Hiring managers can be impossibly picky, indecisive or just not helpful when asked to describe the person they’re looking to fill that difficult requisition.
What started out as a brief chat about the items on the req becomes a teaching moment and a time suck for the recruiter, after which the hiring manager complains that working with human resources is a major PITA. Finding qualified candidates for even the most hard-to-fill positions isn’t the bane of a recruiter’s existence. Candidates for hard-to-fill positions are easy to source – just S-C-A-R-E them!
Study: Read the requisition; study it. Pick it apart if you have to and jot down everything the hiring manager needs to clarify for this difficult req. Draft a sample job posting, even if you aren’t going to actually post an advertisement. You’ll need something to give the candidate besides a job description once you locate him or her. Based on your expertise – and, yes, you are the expert in talent acquisition, not the hiring manager – create something that piques the curiosity. But, don’t make it too long. Nobody wants to read a 550-word summary about the job.
Consult: Meet with the hiring manager for 15 minutes max. Come to the meeting with the requisition and your sample post. If you’re seeking a replacement employee, make sure you’ve got an up-to-date version of the job description. Don’t discount the incumbent as a helpful resource for positions that are difficult to fill. The person who performed the work has firsthand knowledge of the dynamics that will affect his successor’s performance.
Attract: You’re not going to reach that elusive applicant or the passive candidate by simply posting jobs and attending purposeless networking events, even if the hors d’oeuvres and cocktails are free. You can’t find candidates for difficult reqs by casting a line with dead bait, hoping to catch the biggest fish. Proactive sourcing is key, but it takes creativity, a naturally inquisitive disposition, investigative skills, negotiation and critical thinking. Explore trade publications, magazines and guest columnists whose qualifications match the “preferred” ones on the job requisition. Aim high when you’re looking for candidates for these difficult reqs. Search for award recipients and honorable mentions in the field for candidates who do a lot more than just look good on paper – look for the stars who are recognized by selection committees and their peers. You want consummate, not just competent.
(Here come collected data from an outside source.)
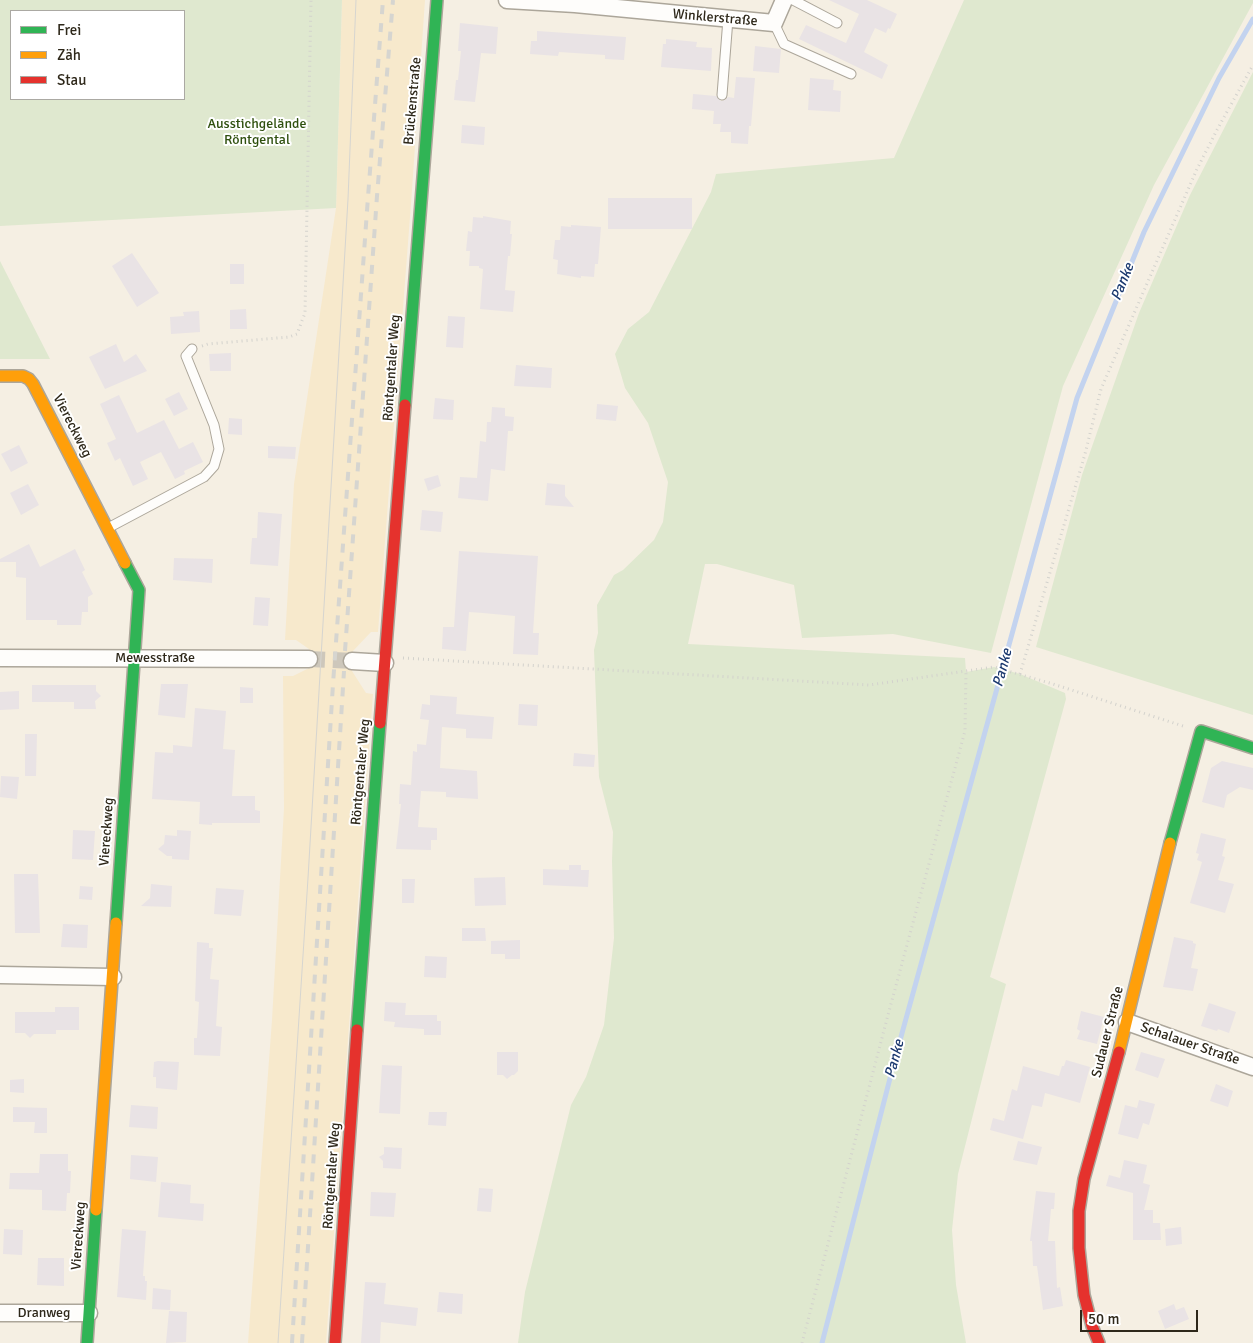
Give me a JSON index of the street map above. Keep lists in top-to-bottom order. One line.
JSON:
{"streets":{"street":["Winklerstraße","Brückenstraße","Röntgentaler Weg","Viereckweg","Mewesstraße","Sudauer Straße","Schalauer Straße","Dranweg"]},"crossings":[["Brückenstraße","Röntgentaler Weg"],["Viereckweg","Mewesstraße"],["Viereckweg","Dranweg"],["Sudauer Straße","Schalauer Straße"]],"water":["Panke"],"parks":["Ausstichgelände Röntgental"],"legend":["Frei","Zäh","Stau"],"scale_bar":"50 m"}
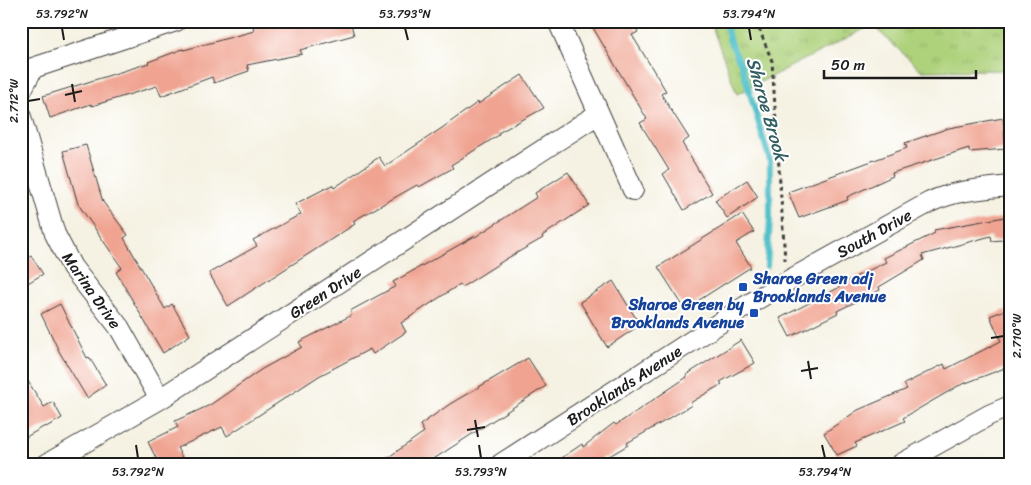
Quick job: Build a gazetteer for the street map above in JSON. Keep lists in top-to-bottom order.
{
  "streets": {
    "street": [
      "South Drive",
      "Marina Drive",
      "Green Drive",
      "Brooklands Avenue"
    ]
  },
  "crossings": [
    ["South Drive", "Brooklands Avenue"],
    ["Marina Drive", "Green Drive"]
  ],
  "water": ["Sharoe Brook"],
  "places": {
    "transit": ["Sharoe Green adj Brooklands Avenue", "Sharoe Green by Brooklands Avenue"]
  },
  "scale_bar": "50 m",
  "coordinates": [
    "53.792°N",
    "53.793°N",
    "53.794°N",
    "2.712°W",
    "2.710°W"
  ]
}
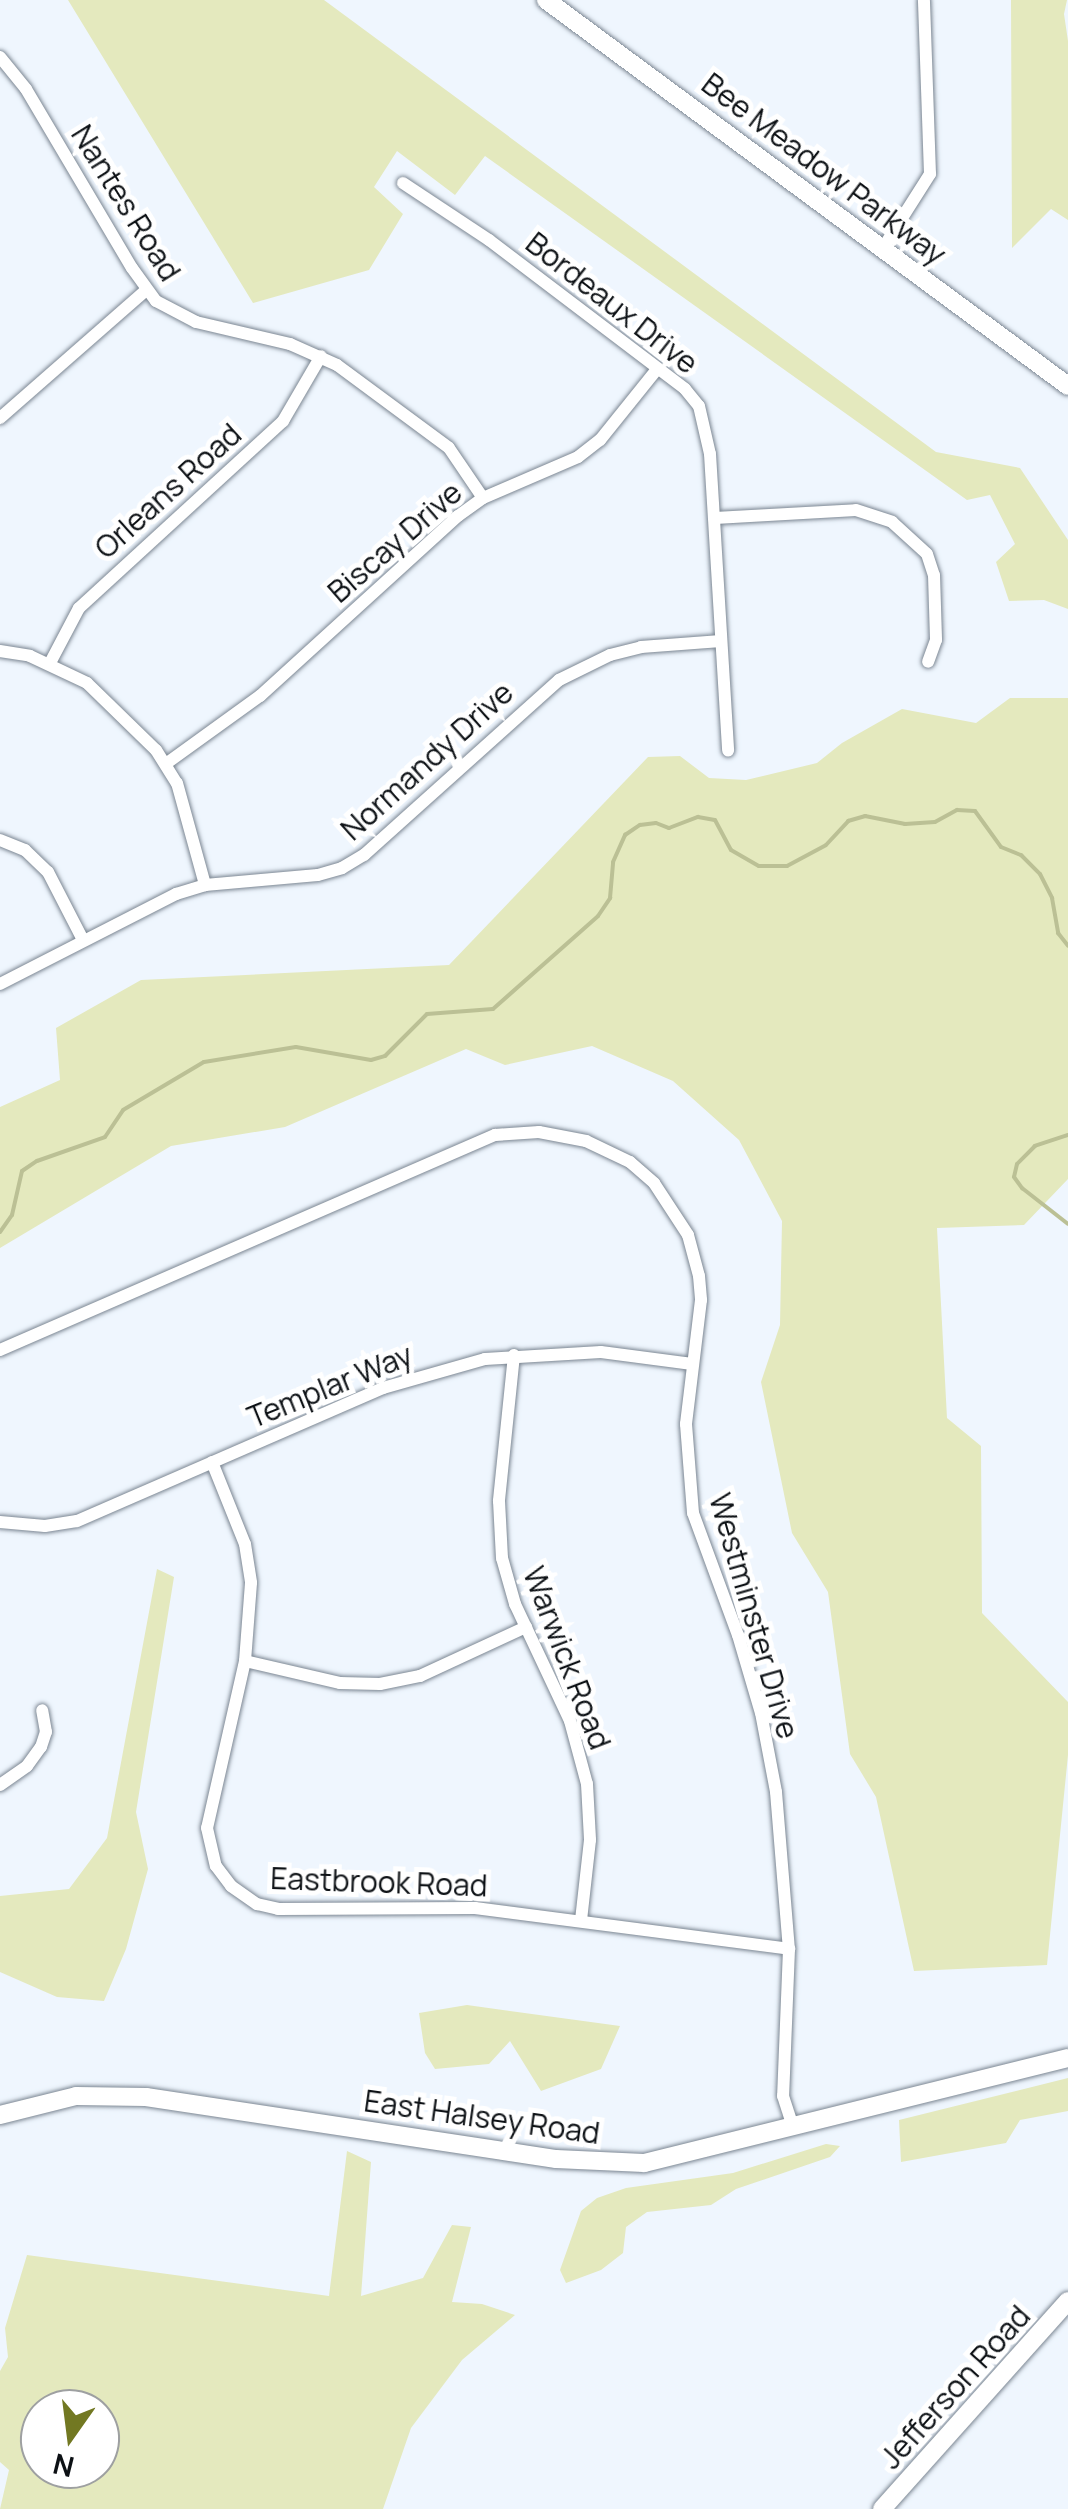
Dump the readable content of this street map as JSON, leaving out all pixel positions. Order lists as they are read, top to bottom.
{
  "streets": {
    "street": [
      "Bee Meadow Parkway",
      "Nantes Road",
      "Bordeaux Drive",
      "Orleans Road",
      "Biscay Drive",
      "Normandy Drive",
      "Templar Way",
      "Westminster Drive",
      "Warwick Road",
      "Eastbrook Road",
      "East Halsey Road",
      "Jefferson Road"
    ]
  },
  "crossings": [
    ["Nantes Road", "Orleans Road"],
    ["Nantes Road", "Biscay Drive"],
    ["Bordeaux Drive", "Biscay Drive"],
    ["Bordeaux Drive", "Normandy Drive"],
    ["Templar Way", "Westminster Drive"],
    ["Templar Way", "Warwick Road"],
    ["Templar Way", "Eastbrook Road"],
    ["Westminster Drive", "Eastbrook Road"],
    ["Westminster Drive", "East Halsey Road"],
    ["Warwick Road", "Eastbrook Road"]
  ],
  "north": "bottom"
}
Research: Let’s say you’re looking for an IT superstar. Find out who is The Stevie Award recipient for innovative IT ideas put into motion and research his accomplishments. Get the names and the 411 on runners-up and nominees, too. You know, the eggs-in-a-basket adage. Scrutinize their academic and professional accomplishments, plus the reasons they were nominated for the prestigious award. In other words, create a mini-dossier so you know what you’re talking about when pick up the phone. Reciting mundane information about the candidate isn’t going to help you fill this difficult req.
Cold calling might not be in your repertoire but it had better be if you plan to find someone for that hard-to-fill position and if you plan to keep your own job. Just remember when you reach out to a potential candidate: Pleasantries are nice, but stroking is better. Congratulate him on his achievements and be specific – don’t simply regurgitate why he got The Stevie Award. Connect his recognition to the reason why you’re calling.
Engage: Describe the impact his selection for the award makes on the IT landscape and segue into what your organization offers for his continued development. Avoid falling back on routine “shared experiences” like your alma mater and fraternal organizations. Stick to what he envisions for his professional future, not that you were both captains of your college rugby teams. Candor is good, so tell the candidate that you have a hard-to-fill position and you’ve spotted him as the possible ideal match. Don’t over-promise by suggesting he’s perfect for the job, lest your cold call will turn into a suspect call and not the beginning of finding the candidate for that difficult req.
Andrew Greenberg’s roots in recruiting date back to 1996. He has experience both on the agency-side and corporate-side of the staffing business, with a focus in the financial services space at companies like Bloomberg and UBS. He also has core experience with information technology staffing, and has worked for major software companies such as SAP Business Objects and IBM/Informix Software. To get in touch with Andrew, you can reach him by email or by phone at (800) 797-6160.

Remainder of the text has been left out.